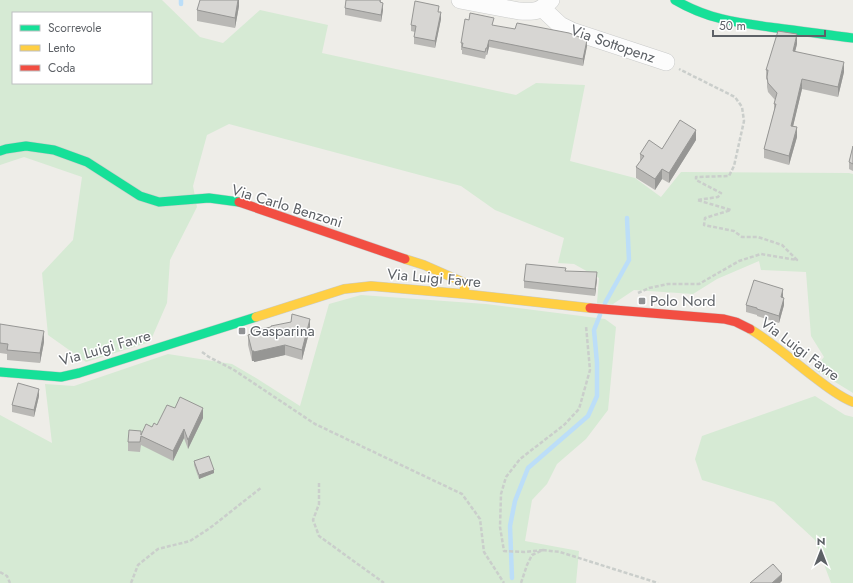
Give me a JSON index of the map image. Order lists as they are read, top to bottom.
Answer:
{
  "streets": {
    "street": ["Via Sottopenz", "Via Carlo Benzoni", "Via Luigi Favre"]
  },
  "crossings": [
    ["Via Carlo Benzoni", "Via Luigi Favre"]
  ],
  "places": {
    "transit": ["Polo Nord", "Gasparina"]
  },
  "legend": ["Scorrevole", "Lento", "Coda"],
  "scale_bar": "50 m",
  "north": "top"
}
● ● ●
**TASK GOAL**:
Restate, word for word, all of the material above, leaving out the images.

**EXPECTED ANSWER**:
Give me a JSON index of the map image. Order lists as they are read, top to bottom.
Answer:
{
  "streets": {
    "street": ["Via Sottopenz", "Via Carlo Benzoni", "Via Luigi Favre"]
  },
  "crossings": [
    ["Via Carlo Benzoni", "Via Luigi Favre"]
  ],
  "places": {
    "transit": ["Polo Nord", "Gasparina"]
  },
  "legend": ["Scorrevole", "Lento", "Coda"],
  "scale_bar": "50 m",
  "north": "top"
}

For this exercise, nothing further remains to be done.